[The data Boundary: Start]
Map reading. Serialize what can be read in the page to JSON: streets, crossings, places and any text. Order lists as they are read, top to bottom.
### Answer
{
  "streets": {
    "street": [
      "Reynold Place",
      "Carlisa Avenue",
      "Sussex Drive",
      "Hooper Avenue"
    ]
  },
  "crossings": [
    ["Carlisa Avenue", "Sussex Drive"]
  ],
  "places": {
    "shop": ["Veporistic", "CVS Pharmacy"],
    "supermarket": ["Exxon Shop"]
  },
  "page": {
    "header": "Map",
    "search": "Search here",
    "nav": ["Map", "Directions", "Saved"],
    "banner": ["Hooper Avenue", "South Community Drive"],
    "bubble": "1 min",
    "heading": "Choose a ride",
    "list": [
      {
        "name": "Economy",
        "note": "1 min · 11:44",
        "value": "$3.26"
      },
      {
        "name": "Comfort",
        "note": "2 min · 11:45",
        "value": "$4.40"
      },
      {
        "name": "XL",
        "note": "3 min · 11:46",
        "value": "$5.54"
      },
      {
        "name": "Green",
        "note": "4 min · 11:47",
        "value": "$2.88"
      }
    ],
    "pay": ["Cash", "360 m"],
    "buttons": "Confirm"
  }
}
[The data Boundary: End]
[The data Boundary: Start]
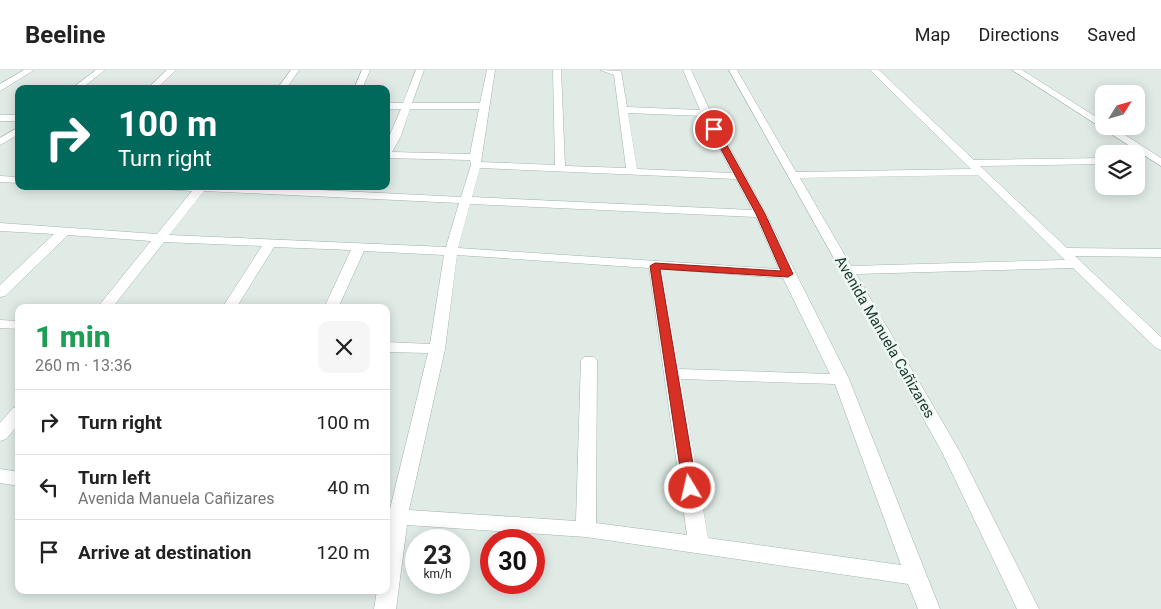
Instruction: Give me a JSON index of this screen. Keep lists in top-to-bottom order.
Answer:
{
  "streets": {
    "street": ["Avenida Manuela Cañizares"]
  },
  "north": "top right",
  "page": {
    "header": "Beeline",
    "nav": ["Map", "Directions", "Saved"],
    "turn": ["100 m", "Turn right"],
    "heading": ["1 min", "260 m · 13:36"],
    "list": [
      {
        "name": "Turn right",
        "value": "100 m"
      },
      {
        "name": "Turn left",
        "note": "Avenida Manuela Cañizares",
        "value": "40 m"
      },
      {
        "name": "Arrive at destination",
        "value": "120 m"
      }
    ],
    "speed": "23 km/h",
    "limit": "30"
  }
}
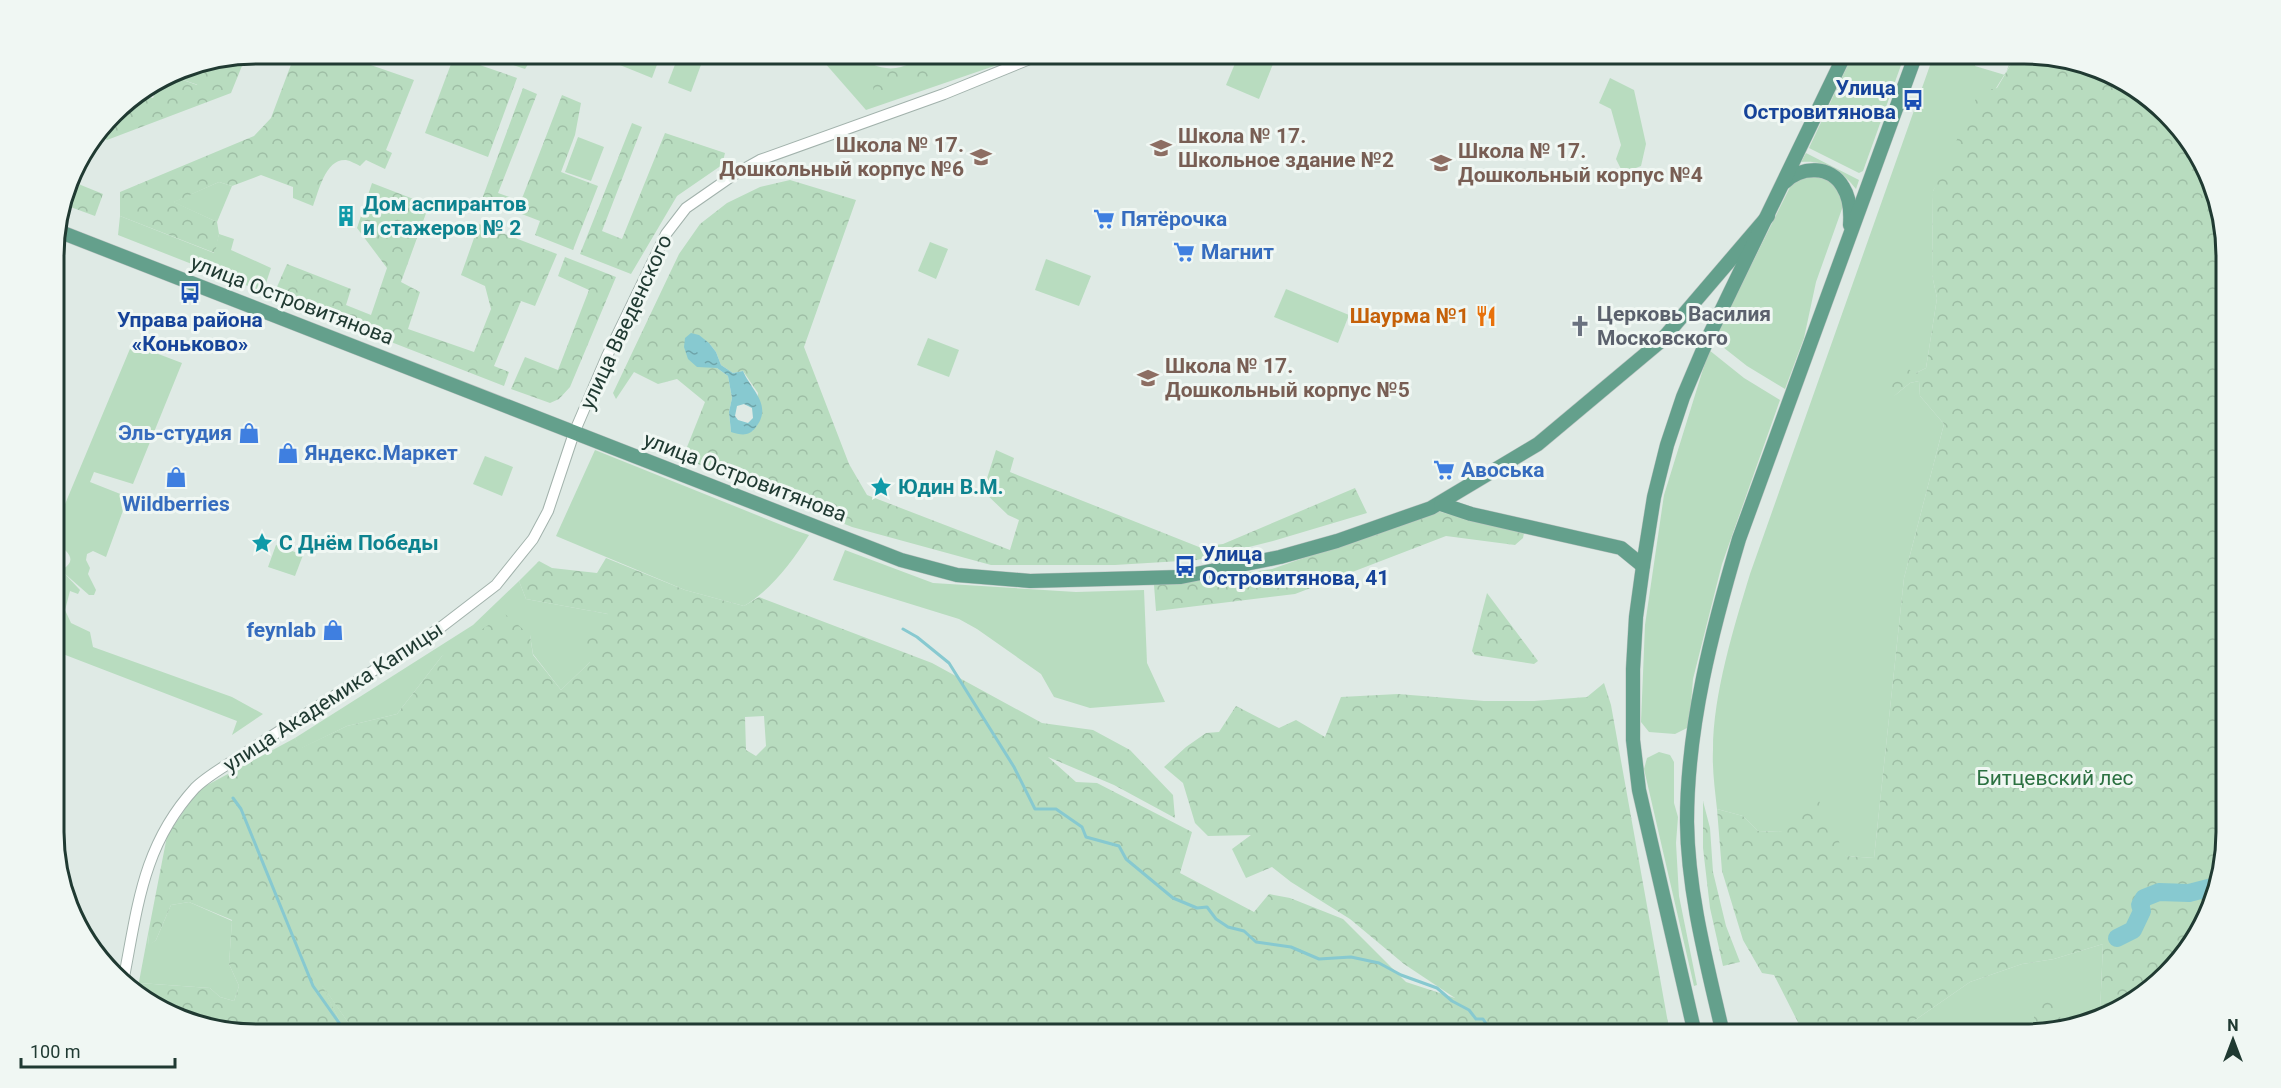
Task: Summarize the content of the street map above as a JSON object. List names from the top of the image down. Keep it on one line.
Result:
[The data Boundary: End]
[The data Boundary: Start]
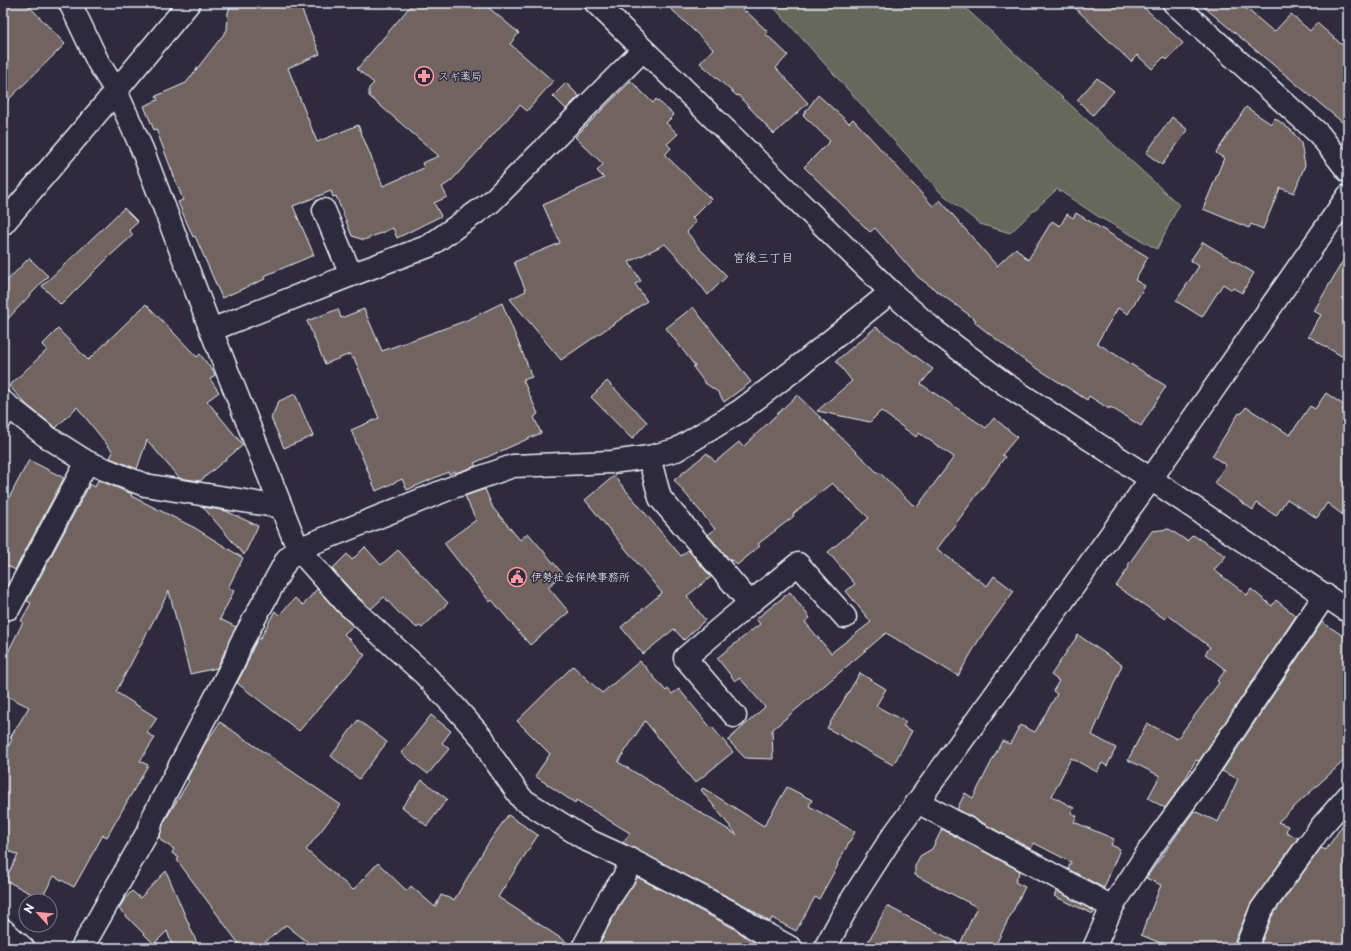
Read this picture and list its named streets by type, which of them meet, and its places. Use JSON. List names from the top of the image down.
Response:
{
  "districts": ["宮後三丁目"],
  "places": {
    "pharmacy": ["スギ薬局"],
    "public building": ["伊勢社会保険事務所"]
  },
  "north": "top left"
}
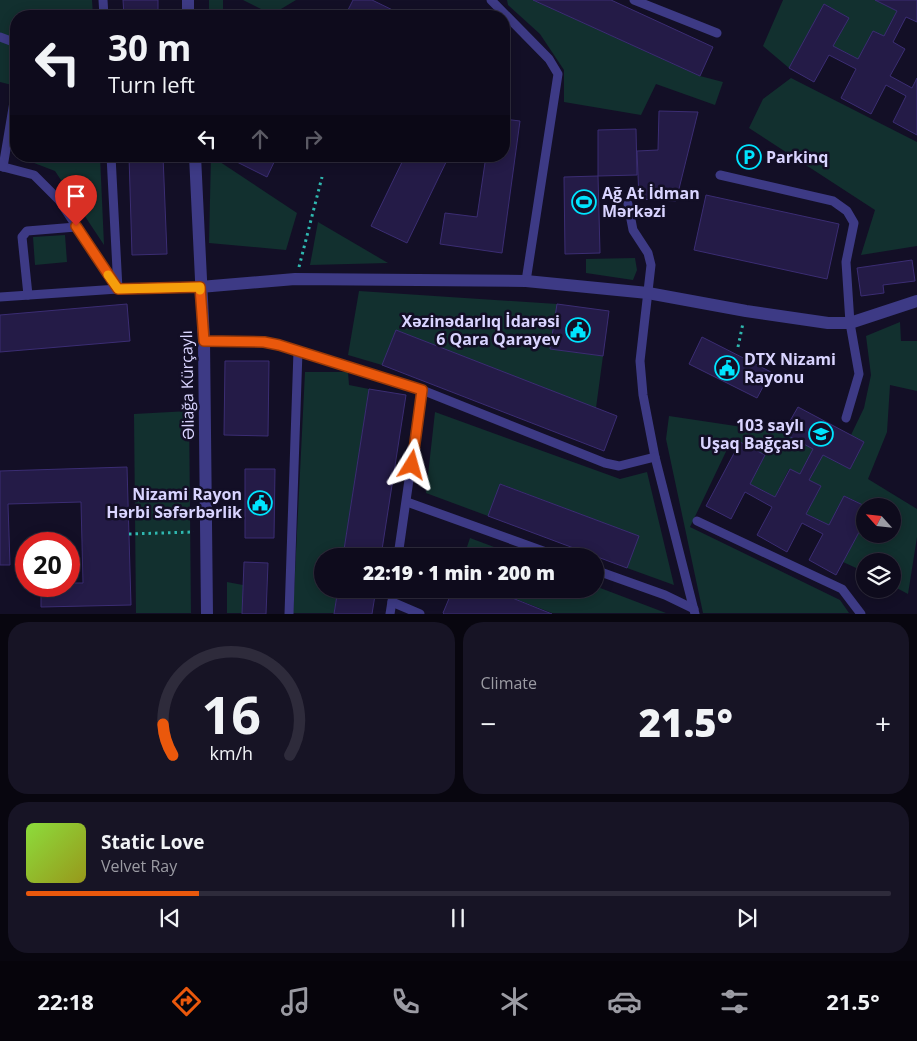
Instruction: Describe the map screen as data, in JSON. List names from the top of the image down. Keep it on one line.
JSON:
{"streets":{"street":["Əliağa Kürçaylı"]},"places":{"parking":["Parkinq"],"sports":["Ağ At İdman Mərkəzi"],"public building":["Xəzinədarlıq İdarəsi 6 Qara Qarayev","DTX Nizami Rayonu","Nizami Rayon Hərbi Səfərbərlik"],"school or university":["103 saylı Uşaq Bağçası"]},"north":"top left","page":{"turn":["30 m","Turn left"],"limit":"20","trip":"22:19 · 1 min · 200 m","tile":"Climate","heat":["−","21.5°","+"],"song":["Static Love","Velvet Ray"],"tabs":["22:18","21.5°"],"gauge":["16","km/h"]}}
[The data Boundary: End]
§ Exercise brief
Look over the data above and show each line that contains "image".

§ Solution for this exercise
Task: Summarize the content of the street map above as a JSON object. List names from the top of the image down. Keep it on one line.
Read this picture and list its named streets by type, which of them meet, and its places. Use JSON. List names from the top of the image down.
Instruction: Describe the map screen as data, in JSON. List names from the top of the image down. Keep it on one line.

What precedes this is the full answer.